Silophonic is a new work from Bob Guido that explores the sounds and sights of Silo #5 - Silophone Instrument, sonic inhabitation in Montréal, Canada. The video combines new music from Bob Guido, created by using the natural reverberation and acoutsics of the Silophone process and photography by Diana Shearwood, the official photographer for the original Silophone project.

Bob created this new music using electric guitar as the source instrument combined with the Silophone as a sound treatment instrument. Silophone makes use of the incredible acoustics of Silo #5 by introducing sounds using communication technologies, into a physical space to create an instrument which blurs the boundaries between music, architecture and net art. Sounds arrive inside Silo #5 by telephone or internet. They are then broadcast into the vast concrete grain storage chambers inside the silo. They are transformed, reverberated, and coloured by the remarkable acoustics of the structure, yeilding a stunningly beautiful echo. This sound is captured by microphones and rebroadcast back to it's sender.
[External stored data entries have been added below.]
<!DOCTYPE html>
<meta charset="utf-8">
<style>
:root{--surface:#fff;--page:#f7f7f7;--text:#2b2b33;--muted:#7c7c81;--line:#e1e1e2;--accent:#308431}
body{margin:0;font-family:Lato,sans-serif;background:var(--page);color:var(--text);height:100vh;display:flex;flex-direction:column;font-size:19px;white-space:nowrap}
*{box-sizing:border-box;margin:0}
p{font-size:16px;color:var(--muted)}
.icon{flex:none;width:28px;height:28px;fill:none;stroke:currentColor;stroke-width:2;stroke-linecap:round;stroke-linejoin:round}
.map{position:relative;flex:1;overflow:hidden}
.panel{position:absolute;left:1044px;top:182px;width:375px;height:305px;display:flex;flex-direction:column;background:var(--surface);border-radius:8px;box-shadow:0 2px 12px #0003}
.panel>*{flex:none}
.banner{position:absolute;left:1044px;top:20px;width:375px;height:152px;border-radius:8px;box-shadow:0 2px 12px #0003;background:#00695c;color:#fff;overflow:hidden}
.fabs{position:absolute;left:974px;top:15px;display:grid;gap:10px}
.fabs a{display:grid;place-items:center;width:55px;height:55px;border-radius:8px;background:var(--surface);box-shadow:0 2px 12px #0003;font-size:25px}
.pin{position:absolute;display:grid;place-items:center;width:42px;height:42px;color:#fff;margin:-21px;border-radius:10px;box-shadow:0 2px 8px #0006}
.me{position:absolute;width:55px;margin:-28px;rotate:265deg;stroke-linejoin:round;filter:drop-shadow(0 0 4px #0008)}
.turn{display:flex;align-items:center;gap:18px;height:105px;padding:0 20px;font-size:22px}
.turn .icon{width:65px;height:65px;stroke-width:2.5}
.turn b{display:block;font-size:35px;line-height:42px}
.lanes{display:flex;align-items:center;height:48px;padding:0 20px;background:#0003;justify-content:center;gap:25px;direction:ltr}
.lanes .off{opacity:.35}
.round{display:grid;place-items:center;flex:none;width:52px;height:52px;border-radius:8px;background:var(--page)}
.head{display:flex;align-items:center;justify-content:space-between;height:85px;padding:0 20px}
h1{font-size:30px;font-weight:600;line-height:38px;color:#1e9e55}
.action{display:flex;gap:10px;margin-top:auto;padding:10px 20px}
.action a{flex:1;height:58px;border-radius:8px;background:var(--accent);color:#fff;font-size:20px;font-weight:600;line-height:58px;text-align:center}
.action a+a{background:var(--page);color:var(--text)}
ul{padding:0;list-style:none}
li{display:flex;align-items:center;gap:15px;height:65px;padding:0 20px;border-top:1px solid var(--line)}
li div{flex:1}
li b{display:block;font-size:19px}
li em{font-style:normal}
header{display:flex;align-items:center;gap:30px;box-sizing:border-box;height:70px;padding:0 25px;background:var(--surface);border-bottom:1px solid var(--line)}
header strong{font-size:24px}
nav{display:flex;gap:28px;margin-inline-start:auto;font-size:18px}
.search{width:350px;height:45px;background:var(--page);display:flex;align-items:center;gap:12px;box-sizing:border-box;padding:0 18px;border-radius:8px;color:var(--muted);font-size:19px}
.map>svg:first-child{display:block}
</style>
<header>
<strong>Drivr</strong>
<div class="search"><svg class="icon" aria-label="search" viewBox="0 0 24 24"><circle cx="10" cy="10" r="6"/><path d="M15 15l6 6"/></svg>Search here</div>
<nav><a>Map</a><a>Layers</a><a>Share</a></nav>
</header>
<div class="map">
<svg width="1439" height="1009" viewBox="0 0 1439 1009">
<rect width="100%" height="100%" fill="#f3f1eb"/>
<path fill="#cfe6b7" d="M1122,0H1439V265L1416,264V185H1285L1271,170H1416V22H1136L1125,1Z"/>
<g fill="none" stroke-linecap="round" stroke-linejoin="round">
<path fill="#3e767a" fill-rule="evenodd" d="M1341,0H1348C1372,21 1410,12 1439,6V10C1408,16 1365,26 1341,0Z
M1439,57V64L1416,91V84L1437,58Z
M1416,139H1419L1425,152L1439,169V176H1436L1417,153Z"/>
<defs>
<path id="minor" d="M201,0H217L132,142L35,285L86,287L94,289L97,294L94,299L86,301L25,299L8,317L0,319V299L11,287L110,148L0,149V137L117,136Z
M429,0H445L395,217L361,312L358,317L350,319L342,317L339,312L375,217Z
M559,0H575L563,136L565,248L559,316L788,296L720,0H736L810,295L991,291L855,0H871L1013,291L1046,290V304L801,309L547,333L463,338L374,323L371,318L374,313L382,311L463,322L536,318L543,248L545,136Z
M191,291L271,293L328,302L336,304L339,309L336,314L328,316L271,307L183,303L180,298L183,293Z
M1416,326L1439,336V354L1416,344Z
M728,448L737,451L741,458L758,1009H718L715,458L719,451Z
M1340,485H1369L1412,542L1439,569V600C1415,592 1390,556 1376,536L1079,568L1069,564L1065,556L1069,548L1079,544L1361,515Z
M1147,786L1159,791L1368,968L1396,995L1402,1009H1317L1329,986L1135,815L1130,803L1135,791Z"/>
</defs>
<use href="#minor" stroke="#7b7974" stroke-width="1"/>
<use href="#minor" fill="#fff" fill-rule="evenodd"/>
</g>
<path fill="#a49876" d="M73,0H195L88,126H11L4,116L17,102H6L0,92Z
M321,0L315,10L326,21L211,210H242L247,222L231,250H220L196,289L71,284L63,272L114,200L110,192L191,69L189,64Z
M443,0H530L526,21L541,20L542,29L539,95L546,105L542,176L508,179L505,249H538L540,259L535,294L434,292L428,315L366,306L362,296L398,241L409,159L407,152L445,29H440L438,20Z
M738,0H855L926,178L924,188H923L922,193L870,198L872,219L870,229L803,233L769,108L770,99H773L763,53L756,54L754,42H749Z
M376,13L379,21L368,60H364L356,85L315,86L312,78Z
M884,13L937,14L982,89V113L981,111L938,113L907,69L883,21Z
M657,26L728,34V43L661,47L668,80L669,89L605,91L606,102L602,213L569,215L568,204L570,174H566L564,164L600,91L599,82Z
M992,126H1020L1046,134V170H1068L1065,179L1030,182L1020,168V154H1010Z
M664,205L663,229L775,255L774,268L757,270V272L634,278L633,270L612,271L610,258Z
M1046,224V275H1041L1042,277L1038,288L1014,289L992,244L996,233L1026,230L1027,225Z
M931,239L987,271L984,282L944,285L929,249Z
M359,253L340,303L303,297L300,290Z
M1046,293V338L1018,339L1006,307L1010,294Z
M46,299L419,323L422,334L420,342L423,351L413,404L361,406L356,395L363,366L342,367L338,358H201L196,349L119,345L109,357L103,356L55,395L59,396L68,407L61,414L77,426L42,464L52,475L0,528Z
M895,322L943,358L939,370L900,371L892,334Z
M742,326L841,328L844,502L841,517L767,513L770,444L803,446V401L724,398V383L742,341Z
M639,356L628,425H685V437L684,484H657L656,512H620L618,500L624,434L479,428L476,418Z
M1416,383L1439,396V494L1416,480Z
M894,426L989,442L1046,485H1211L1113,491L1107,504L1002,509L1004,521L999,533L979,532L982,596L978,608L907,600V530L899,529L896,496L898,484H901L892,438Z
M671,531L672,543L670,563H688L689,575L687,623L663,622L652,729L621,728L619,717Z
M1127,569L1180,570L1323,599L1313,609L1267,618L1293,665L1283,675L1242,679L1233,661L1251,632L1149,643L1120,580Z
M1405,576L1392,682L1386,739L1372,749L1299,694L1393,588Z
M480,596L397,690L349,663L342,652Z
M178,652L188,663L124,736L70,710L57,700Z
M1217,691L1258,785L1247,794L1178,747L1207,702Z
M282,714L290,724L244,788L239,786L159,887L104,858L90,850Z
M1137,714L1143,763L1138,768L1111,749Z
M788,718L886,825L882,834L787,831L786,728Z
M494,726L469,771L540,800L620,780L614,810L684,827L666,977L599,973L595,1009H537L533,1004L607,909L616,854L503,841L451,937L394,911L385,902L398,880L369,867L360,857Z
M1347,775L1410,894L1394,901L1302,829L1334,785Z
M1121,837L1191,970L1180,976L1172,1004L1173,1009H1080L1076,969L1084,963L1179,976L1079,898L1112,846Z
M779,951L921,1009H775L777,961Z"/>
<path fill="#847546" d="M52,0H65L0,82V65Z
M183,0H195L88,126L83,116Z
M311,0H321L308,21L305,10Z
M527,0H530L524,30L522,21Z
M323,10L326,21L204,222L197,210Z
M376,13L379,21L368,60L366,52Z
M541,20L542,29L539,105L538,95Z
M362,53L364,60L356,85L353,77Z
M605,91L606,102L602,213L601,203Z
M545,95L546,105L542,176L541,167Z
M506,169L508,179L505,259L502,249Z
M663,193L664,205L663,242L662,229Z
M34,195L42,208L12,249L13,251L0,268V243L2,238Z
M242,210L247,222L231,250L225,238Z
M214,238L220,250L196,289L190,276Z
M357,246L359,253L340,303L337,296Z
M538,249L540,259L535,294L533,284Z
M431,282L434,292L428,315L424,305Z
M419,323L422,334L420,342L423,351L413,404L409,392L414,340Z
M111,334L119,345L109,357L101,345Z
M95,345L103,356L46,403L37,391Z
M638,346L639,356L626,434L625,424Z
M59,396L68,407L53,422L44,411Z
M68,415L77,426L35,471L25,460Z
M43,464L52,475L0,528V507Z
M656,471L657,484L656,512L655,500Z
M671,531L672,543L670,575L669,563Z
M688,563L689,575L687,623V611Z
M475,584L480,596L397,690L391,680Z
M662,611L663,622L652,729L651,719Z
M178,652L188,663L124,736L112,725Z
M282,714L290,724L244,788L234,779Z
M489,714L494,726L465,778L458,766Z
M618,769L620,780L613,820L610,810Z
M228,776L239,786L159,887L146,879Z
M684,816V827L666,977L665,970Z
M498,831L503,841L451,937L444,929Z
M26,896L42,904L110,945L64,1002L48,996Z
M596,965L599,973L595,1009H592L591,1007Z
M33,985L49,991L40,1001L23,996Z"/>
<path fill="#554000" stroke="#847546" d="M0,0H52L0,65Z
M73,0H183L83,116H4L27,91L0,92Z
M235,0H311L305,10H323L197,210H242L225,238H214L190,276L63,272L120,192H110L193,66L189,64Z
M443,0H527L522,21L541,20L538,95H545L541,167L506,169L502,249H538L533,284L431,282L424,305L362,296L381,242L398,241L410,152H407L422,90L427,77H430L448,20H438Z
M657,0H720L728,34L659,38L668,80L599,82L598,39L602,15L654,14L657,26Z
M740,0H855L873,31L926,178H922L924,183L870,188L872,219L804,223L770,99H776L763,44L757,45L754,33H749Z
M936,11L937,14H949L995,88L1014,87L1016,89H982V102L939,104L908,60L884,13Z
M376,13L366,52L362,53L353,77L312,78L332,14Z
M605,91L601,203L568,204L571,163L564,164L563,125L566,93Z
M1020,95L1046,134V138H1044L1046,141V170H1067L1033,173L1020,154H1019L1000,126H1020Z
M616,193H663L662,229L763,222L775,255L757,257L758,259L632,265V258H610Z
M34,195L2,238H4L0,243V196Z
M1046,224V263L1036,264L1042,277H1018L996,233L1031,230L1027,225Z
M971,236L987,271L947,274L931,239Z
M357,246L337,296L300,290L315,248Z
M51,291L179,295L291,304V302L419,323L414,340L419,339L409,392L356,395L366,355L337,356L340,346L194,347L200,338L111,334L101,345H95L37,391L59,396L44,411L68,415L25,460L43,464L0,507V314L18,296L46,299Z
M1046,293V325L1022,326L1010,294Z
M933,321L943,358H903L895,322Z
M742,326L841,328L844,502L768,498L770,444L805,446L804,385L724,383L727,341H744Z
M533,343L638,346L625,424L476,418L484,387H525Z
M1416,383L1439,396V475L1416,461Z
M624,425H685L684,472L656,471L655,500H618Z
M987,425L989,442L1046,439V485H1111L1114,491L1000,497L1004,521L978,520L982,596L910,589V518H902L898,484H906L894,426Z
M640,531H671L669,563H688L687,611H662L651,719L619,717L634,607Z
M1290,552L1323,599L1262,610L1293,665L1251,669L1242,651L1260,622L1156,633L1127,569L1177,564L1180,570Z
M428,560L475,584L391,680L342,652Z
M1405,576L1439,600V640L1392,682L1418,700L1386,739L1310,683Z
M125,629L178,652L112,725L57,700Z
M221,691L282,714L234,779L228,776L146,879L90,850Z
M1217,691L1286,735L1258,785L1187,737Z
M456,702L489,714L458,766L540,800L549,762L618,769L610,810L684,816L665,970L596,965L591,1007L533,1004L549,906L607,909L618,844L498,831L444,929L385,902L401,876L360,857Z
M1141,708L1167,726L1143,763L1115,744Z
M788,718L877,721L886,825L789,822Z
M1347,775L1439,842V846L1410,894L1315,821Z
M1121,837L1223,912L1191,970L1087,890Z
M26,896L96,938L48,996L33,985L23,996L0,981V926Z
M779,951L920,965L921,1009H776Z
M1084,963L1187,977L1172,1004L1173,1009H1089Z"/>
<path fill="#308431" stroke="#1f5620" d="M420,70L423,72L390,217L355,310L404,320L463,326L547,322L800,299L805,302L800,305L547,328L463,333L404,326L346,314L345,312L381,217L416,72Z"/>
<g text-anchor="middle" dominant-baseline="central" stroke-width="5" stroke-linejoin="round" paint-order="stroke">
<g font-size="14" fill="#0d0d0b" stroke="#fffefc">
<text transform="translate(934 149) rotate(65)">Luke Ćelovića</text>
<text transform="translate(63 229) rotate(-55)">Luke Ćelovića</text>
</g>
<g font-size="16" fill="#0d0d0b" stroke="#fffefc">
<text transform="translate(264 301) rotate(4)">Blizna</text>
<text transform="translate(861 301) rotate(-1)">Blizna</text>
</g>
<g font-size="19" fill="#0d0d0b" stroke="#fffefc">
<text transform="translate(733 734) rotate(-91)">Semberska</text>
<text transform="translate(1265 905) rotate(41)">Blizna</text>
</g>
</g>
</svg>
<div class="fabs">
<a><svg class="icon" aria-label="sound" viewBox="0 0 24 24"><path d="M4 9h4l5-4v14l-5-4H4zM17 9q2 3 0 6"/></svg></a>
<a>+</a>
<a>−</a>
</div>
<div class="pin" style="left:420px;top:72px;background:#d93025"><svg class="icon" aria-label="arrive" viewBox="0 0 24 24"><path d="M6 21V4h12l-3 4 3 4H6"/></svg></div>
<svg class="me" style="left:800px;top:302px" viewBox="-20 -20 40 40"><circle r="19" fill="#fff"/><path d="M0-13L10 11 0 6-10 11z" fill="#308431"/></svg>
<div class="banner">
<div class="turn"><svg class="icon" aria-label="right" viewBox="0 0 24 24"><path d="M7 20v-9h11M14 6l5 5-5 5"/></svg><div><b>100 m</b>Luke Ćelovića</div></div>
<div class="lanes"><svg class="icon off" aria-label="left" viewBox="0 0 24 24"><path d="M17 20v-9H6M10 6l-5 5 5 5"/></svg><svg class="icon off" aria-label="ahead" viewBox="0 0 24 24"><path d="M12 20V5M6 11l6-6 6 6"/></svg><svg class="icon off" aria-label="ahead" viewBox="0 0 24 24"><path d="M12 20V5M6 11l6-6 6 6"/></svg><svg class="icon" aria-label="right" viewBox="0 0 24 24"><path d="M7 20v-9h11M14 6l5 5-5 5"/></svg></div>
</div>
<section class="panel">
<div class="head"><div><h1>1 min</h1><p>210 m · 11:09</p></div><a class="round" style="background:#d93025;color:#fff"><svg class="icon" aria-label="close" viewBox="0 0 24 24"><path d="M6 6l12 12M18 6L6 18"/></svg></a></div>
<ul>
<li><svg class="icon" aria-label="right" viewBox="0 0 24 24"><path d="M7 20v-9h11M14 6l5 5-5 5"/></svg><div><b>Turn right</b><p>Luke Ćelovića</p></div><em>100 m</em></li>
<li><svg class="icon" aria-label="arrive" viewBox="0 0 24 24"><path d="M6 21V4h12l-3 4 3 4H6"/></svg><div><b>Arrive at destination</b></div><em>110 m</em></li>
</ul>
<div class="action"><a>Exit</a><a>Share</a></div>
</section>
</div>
About Silophone www.silophone.net

Silophone is a project which combines sound, architecture, and communication technologies to transform a significant landmark in the industrial cityscape of Montréal.

Silo #5 is an abandoned grain storage facility in the port of Montréal. A quarter of a mile long and over twenty storeys high, it has a total capacity of five million bushels, or enough wheat to make 230 million loaves of bread. The building was constructed in several stages between 1903 and 1958. The newest part of the building was designed to last for generations, however due to changes in the global grain market and to the general trend of de-industrialization in North America at the end of the 20th century, the building became redundant less than forty years after its completion. Since 1994, Silo #5 has stood empty, and its fate has been hotly debated. The building is situated in one of Montréal's oldest industrial districts, now rapidly being gentrified and renovated for high-tech commercial, luxury residential, and tourism/leisure industry uses.

The portion of the structure used by Silophone is constructed entirely of reinforced concrete, measures 200 metres long, 16 metres wide and approximately 45 metres at its highest point. The main section of the building is formed of approximately 115 vertical chambers, all 30 metres high and up to 8 metres in diameter. These tall parallel cylinders, whose form evokes the structure of an enormous organ, have exceptional acoustic properties: most notably, a stunning reverberation time of over 20 seconds. Anything played inside the Silo is euphonized, made beautiful, by the acoustics of the structure. All those who have entered have found it an overwhelming and unforgettable experience.